Tom put down the bag on the bed.
“A nice bed,” Tom said. “One bed. Our bed.”
Fenn trembled at this and Tom turned around, putting his arms around Fenn’s neck. He didn’t kiss him this time. This time he pressed his curly head into Fenn’s chest, and Fenn placed his hands on Tom’s back.
“Can you believe it?” he whispered to Fenn. “Can you believe us?”
Then Tom said, “Mr. Houghton, we’re going to be very happy together.”
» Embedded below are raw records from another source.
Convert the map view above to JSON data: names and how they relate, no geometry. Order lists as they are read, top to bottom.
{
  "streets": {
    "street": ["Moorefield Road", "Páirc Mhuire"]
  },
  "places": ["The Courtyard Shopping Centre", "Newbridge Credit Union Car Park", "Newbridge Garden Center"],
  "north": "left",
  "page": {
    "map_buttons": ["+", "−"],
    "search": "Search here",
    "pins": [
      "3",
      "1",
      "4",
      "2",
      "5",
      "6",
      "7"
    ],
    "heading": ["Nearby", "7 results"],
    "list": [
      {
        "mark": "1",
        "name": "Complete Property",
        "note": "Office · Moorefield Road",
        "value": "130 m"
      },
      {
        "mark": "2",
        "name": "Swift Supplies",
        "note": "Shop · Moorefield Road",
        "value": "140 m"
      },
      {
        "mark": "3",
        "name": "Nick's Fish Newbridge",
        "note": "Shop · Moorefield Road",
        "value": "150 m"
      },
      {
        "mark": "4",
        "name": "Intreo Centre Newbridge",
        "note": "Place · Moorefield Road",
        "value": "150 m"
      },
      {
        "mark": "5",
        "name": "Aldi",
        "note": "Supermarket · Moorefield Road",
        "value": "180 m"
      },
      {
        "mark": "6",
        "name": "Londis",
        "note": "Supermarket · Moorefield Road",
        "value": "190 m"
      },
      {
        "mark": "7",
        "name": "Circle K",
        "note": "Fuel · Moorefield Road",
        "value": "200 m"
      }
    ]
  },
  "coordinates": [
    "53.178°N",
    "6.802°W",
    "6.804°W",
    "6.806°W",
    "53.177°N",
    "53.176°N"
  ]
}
They sat drinking late night coffee downstairs in the parlor and the breeze from the lake blew in.
“So you went to college when you were sixteen?”
“I graduated when I was sixteen and started at ND when I was seventeen. I think that’s one reason I did a lot of what I did. I wanted to prove myself.”
“And then you did junior year in Germany.”
“Right, and then I finished up Notre Dame in three years. My junior year was more like my sophomore year.”
“Didn’t it cost more? With summer classes and all of that?”
“There you go again,” Tom said, shaking his finger. “Remember, you and I think differently about money.”
“So you were done with college by twenty.”
“Yes,” Tom said. “And then I went to Germany to earn a certificate and after that I worked at ND a bit and then came here.”
“Which is why we’re the same age, and you have a job and I have a year left of college.”
“Actually,” Tom said, “I’m six months younger than you.”
Fenn frowned at him, and Tom chuckled.
“Hey, I was just adding that for veracity.”
Then he said, “But if that’s what I did to get out at twenty, what did you do to get out at twenty-three?”
Fenn looked embarrassed and then he said, “Tara—you know Tara? The two of us drove to Canada one year and then another year I lived in a monastery.”
“Seriously?”
“Yes.”
“That is so—why?” Tom said. “I mean, I never knew anyone that did that.”
“I was tired of other people telling me who God was, and I wanted to find out for myself.”
“Well, what did you find out?” Tom said.
“I found out he’s probably not Catholic,” Fenn said.
While Tom chuckled, Fenn added, “He may not even be Jesus.”
“I don’t even go into the deep questions.”
“Don’t you wonder?” said Fenn. “I mean, you are a church organist.”
Tom shrugged.
“I like the music.”
Then he said, “It’s more than that. I mean…” he looked for what to say and then settled on, “Everyone doesn’t go off to the forest looking for truth. I’m not really a deep person. I’m actually kind of shallow.”
“I bet that’s not true.”
“I am shallow and have very base thoughts.”
“Like?”
“Like trying to find a way to make you come upstairs.”
Fenn cocked his head and looked at Tom.
“You’re very good, Mr. Mesda.”
“Thank you,” Tom told him. “Now why don’t we go upstairs and you can see if I’m very bad too.”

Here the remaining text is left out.